Last September, England Hockey changed their domestic club policies to include this option. Then, in April, following a Great Britain squad discussion, our captain and CEO jointly wrote to the FIH to request a change to the international regulations. Previously the rules simply stated players must be ‘uniform’. On June 7, the FIH Board voted in favour of changing the rules to explicitly state skorts and shorts of same colour and design can be worn in the same team.
Tess Howard, a fellow GB and England teammate, has been integral to this change. Her research led to the new inclusive playing kits regulations being launched at the start of the domestic hockey season. A change she believed would one day reach the highest level of sport. With this about to become a reality we are extremely proud of Tess for advocating this change.
We are also proud to have pushed for this landmark decision. We are putting performance and comfort first. And we are evolving the game to be more inclusive.
But why are we doing this?
I sat down with Tess to understand deeper why she has advocated for this change and what it means for us to challenge the status quo. Her answer came in three parts: performance, patriarchy, participation.

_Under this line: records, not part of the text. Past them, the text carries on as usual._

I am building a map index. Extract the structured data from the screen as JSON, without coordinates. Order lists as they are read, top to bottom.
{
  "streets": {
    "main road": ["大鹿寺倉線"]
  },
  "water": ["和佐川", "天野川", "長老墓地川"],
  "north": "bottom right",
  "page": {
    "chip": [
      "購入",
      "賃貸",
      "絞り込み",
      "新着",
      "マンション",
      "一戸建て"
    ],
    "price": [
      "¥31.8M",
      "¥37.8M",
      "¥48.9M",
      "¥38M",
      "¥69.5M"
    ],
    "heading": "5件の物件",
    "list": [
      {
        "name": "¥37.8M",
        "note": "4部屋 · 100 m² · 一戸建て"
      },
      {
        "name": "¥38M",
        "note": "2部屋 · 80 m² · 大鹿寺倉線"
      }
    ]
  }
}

- READ MORE: Does the skort still have a place in hockey?
- Anna Toman: We must have a voice when it comes to sports kit, feel and sizes
Ask Tess why someone would want to play in shorts and she might reply, ‘What do you train in everyday?’ You might say, ‘Yes, we wear shorts to train in, but it’s tradition to wear a skort in matches’.
We spend so much time and energy considering the fine margins of hockey, relishing the inches of the game. So why has it taken us so long to challenge the performance margins of what all women’s teams wear: skorts.

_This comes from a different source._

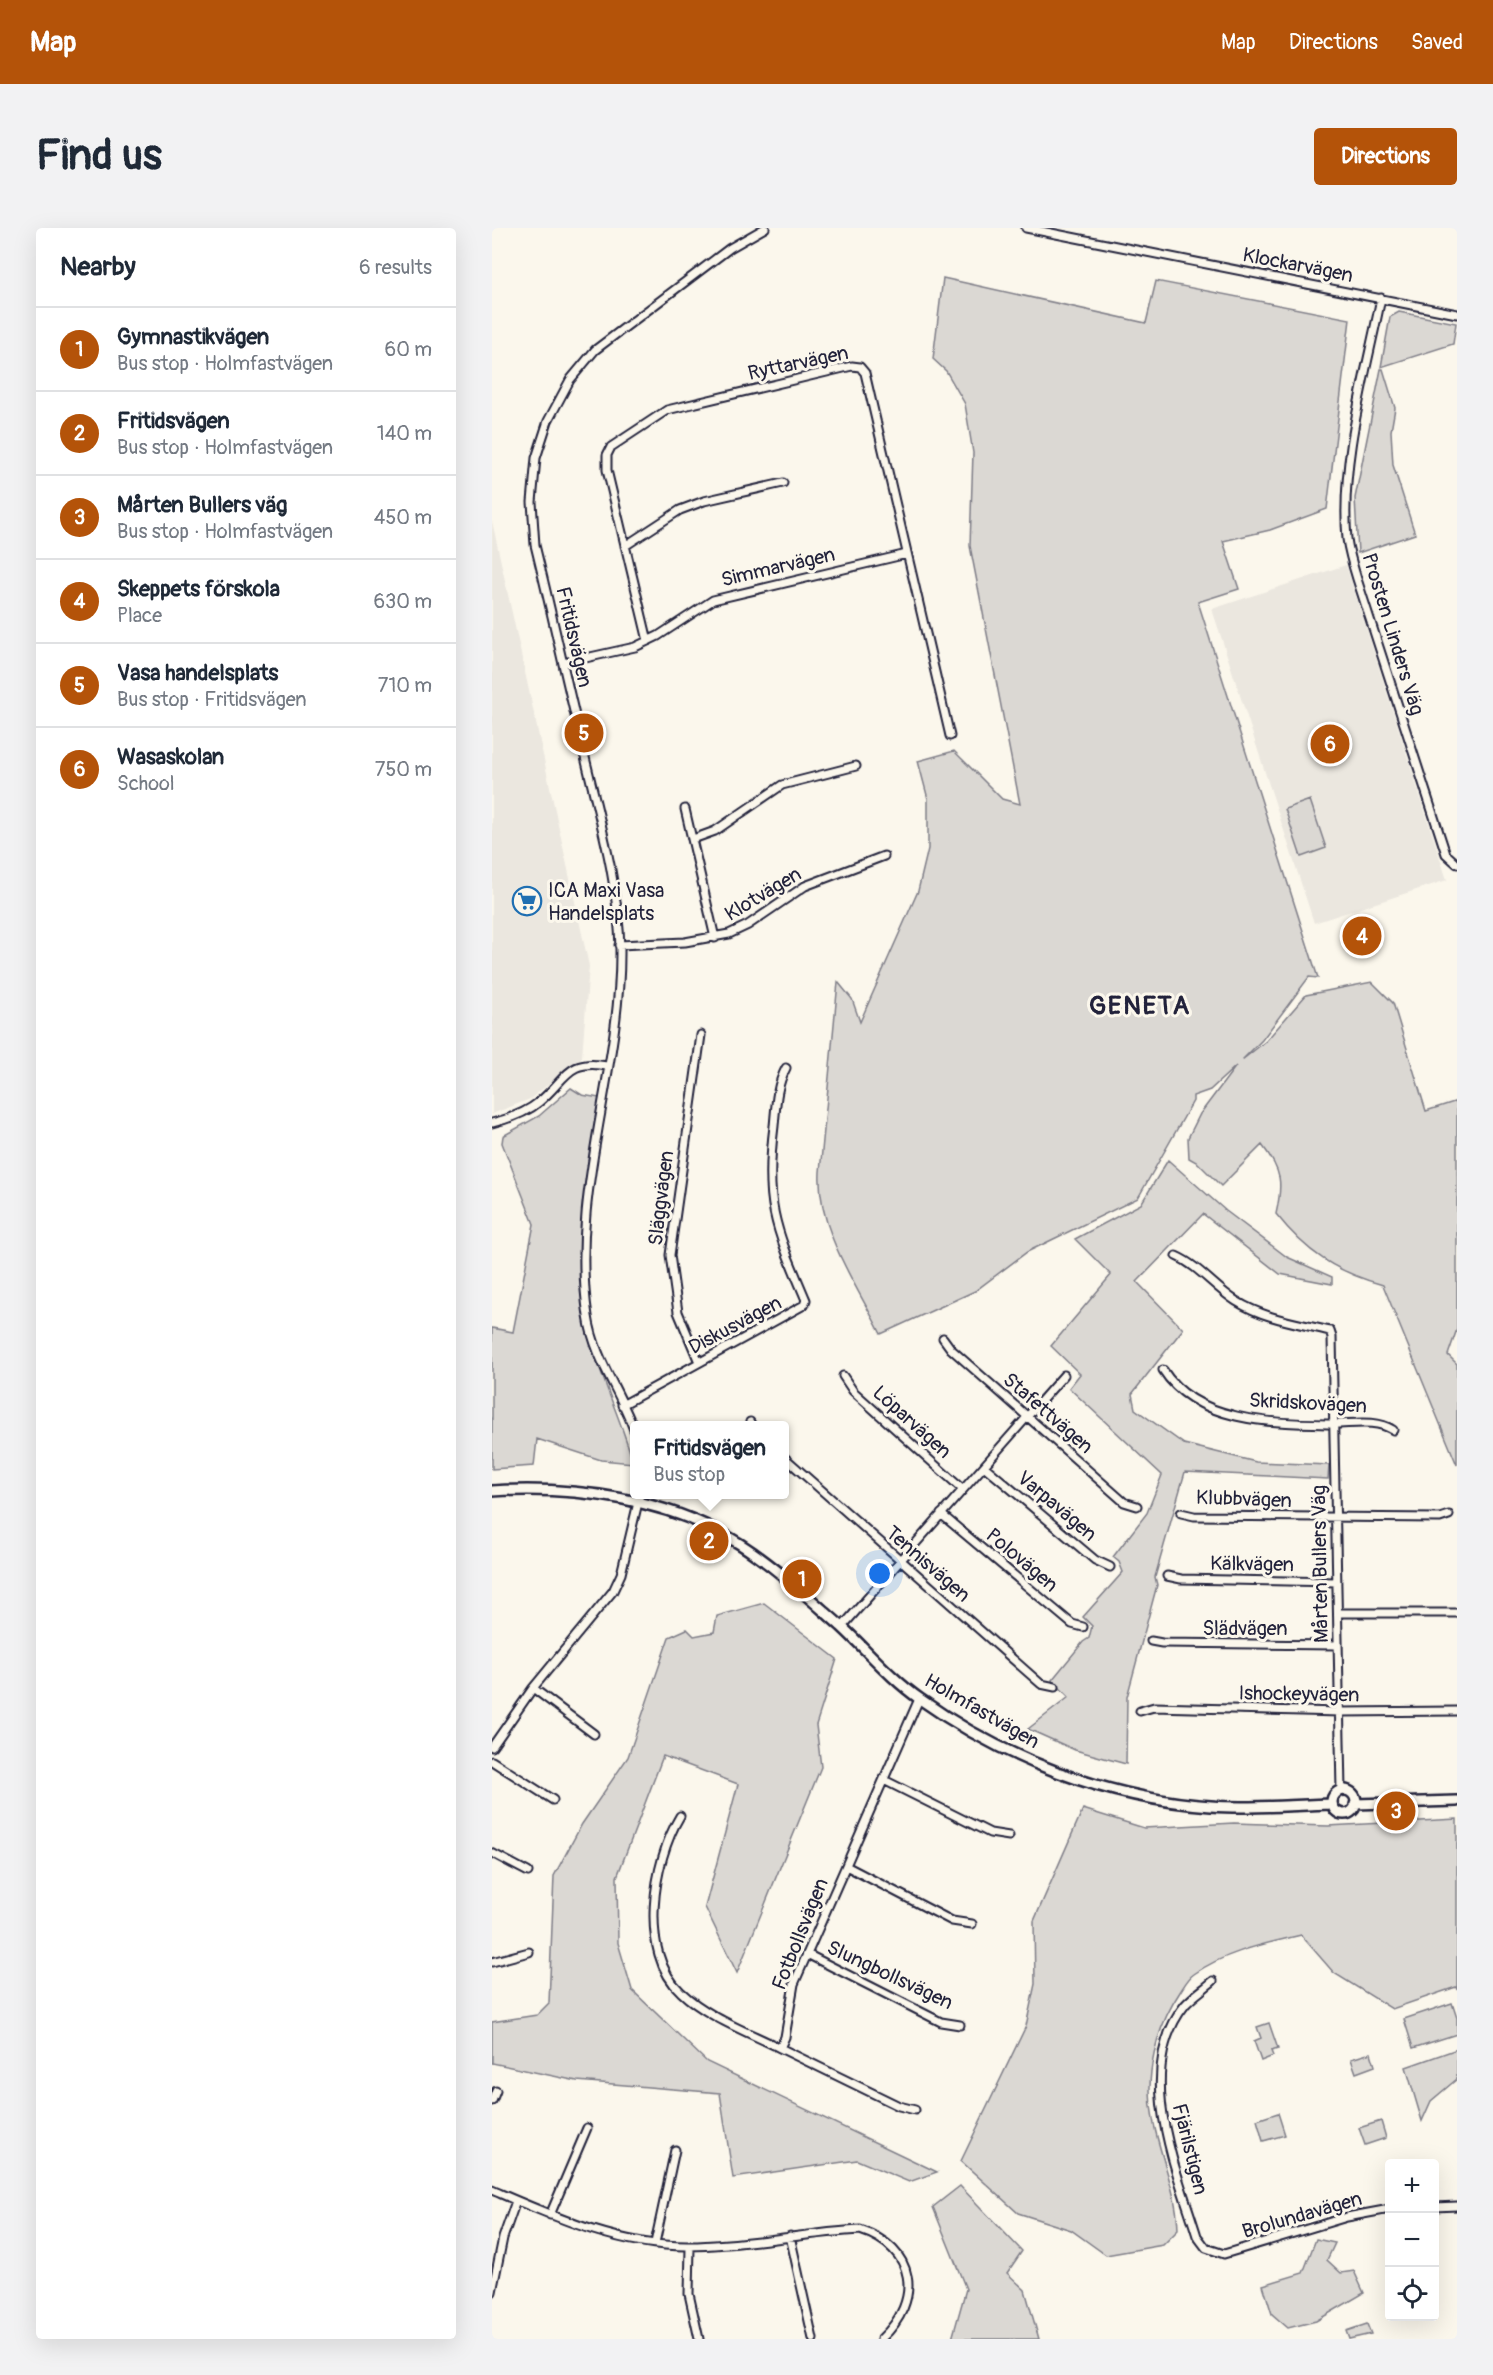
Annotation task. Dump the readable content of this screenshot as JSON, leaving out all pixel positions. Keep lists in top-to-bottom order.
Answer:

Is it that we have just not thought about it? Or is it something deeper, more something culturally engrained that ranks an item’s social symbol over its performance margin. If we all agree that shorts are genuinely more practical then we would all wear shorts, right? What is the tradition of the skort? Why have we held onto it?
This was the centre of Tess’ university research, now published in the Journal of Sport, Education & Society, entitled ‘Gendered School Sports Kit: Practical, Professional or Patriarchal?’

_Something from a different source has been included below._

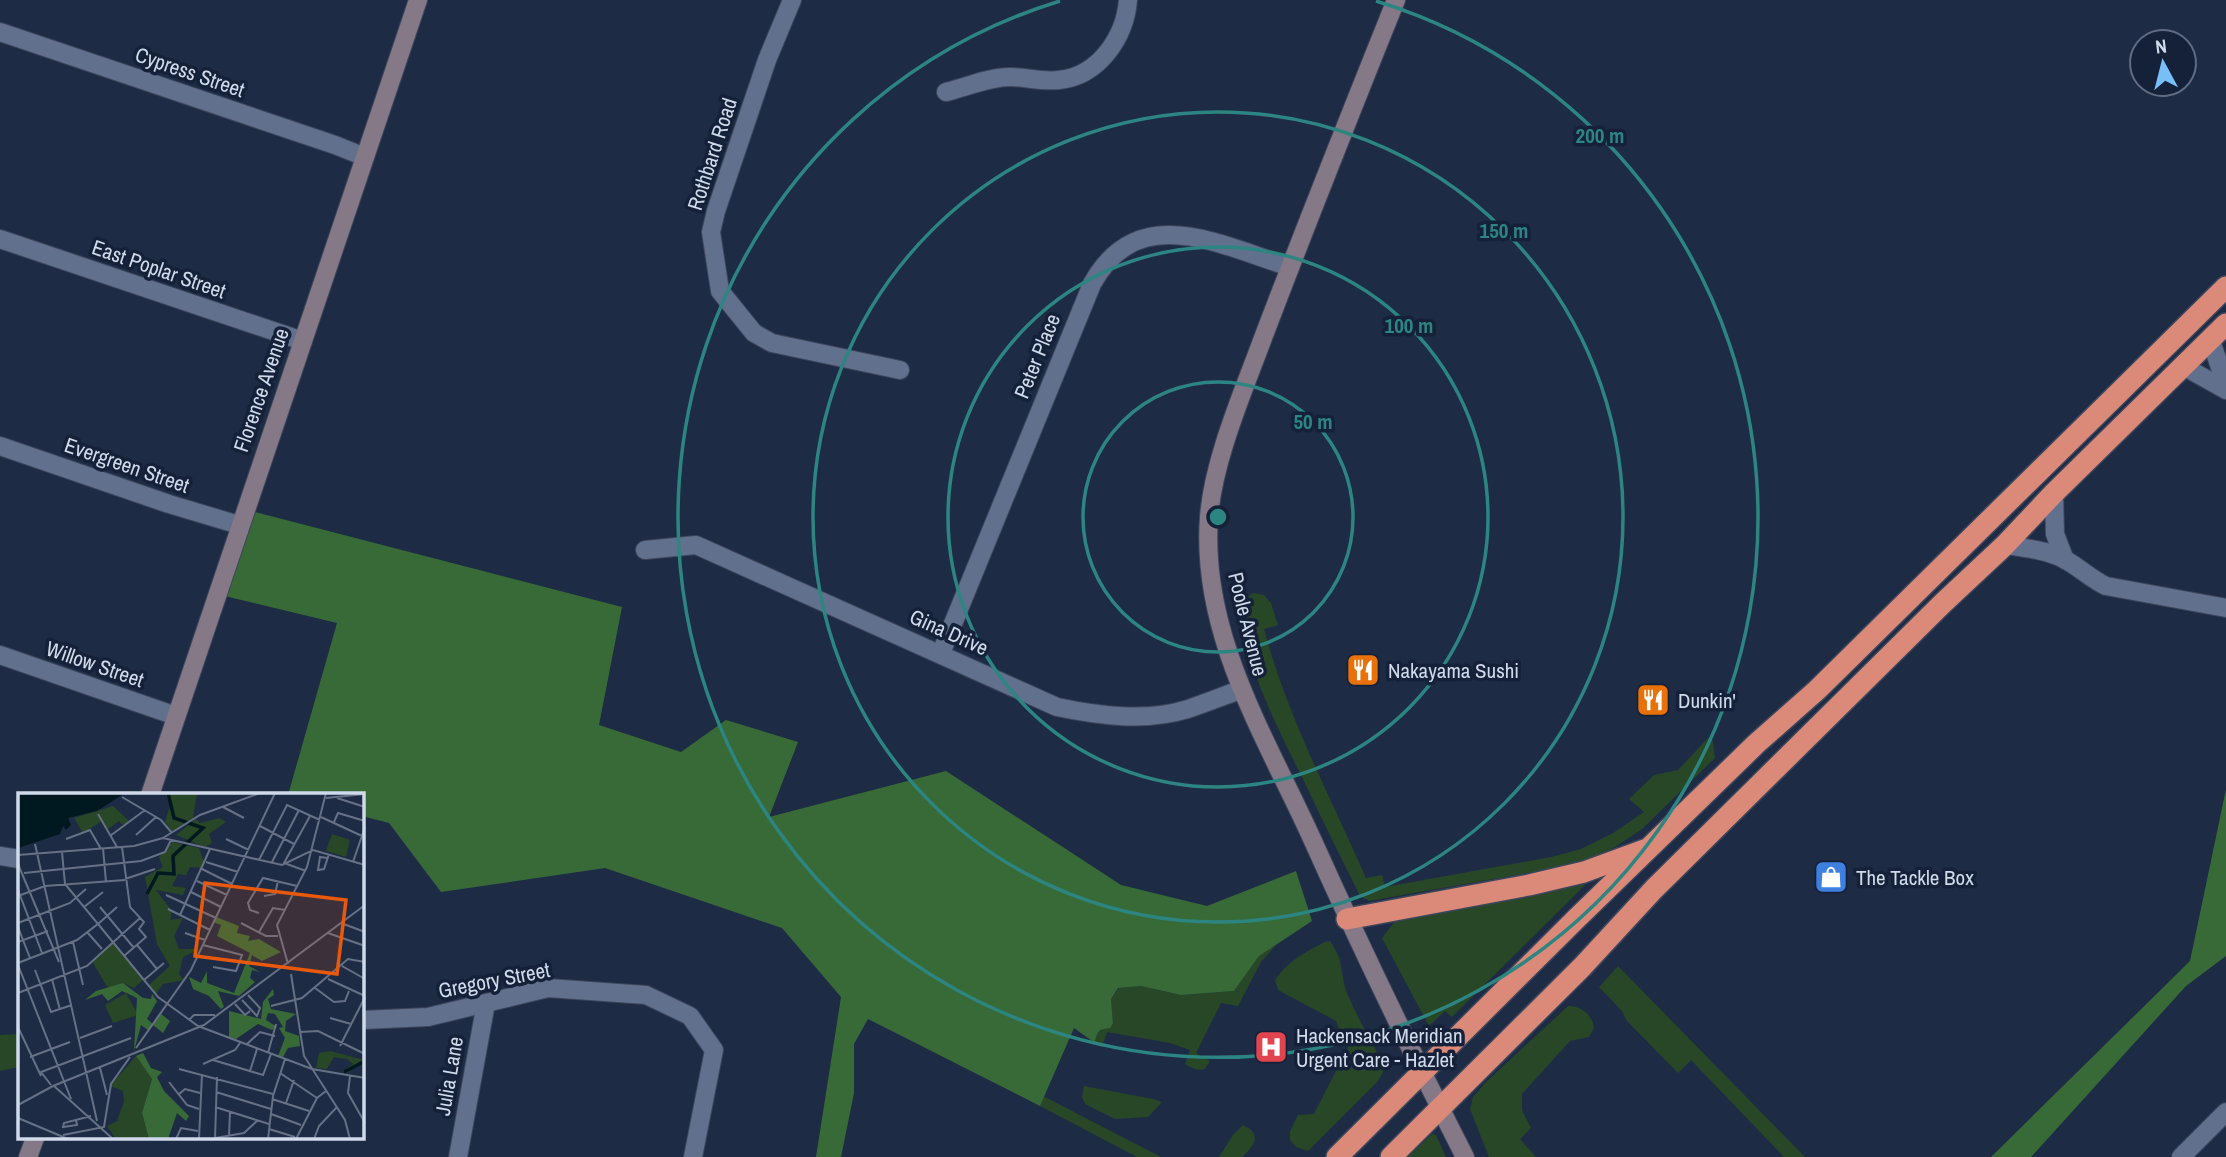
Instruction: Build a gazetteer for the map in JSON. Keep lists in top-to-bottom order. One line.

She explained: “Uniforms have meaning. If they are not designed for performance, then their meaning is cultural. The skort is fundamentally a gender-defining item. The skirted item symbolises ‘femininity’.
“In Victorian Britain, research shows women could only participate in sport within the behavioural boundaries of femininity to confirm the separate spheres of the sexes and the superiority of men (McCrone, 1988). This is where the legacy of sports dresses and skirts/skorts comes from, it maintains patriarchal symbols.
“When symbols become socially engrained, we are blinded to their damaging systemic impact. When we play in a skort, we unknowingly reinforce the damaging gender behavioural binaries of sport, we play into the femininization and sexualisation of female athletes.”
If the concern about wearing shorts is that we will look less ‘feminine’, then I think we need to have a bigger chat about what we value when we play and watch hockey. What is powerful is that we now have the choice to wear shorts or a skort. That is OUR choice.
So there are the performance and the cultural sides of the skort debate. But the final clincher for why our team pushed for this change is the growth of our game: for participation.
By age 14, only 10 percent of girls reach physical activity health standards. Tess’ research shows 70% of women have seen girls drop out of school sport because of sports kit and body image concerns. The number one desire for schoolgirls was for ‘choice’, with 60% wanting the option of shorts.
It makes us wonder how many young people have left hockey because they had to wear a skort? Our sport is disproportionally dominated by fee-paying schools, where research notes the skort originates and still dominates girls’ kit requirements. What message are we giving young girls when they watch hockey?
David Ralph, our head coach at GB and England women’s hockey, supports our move: “I’m glad the girls made a change that means my daughter will be able to make her own choices to wear what makes her feel most comfortable and confident.”
We are proud that now our image will be one that shows members of our team in skorts and shorts. Our message will be one that supports individual choice and comfort. And one that breaks down the gender barriers still existing in sport.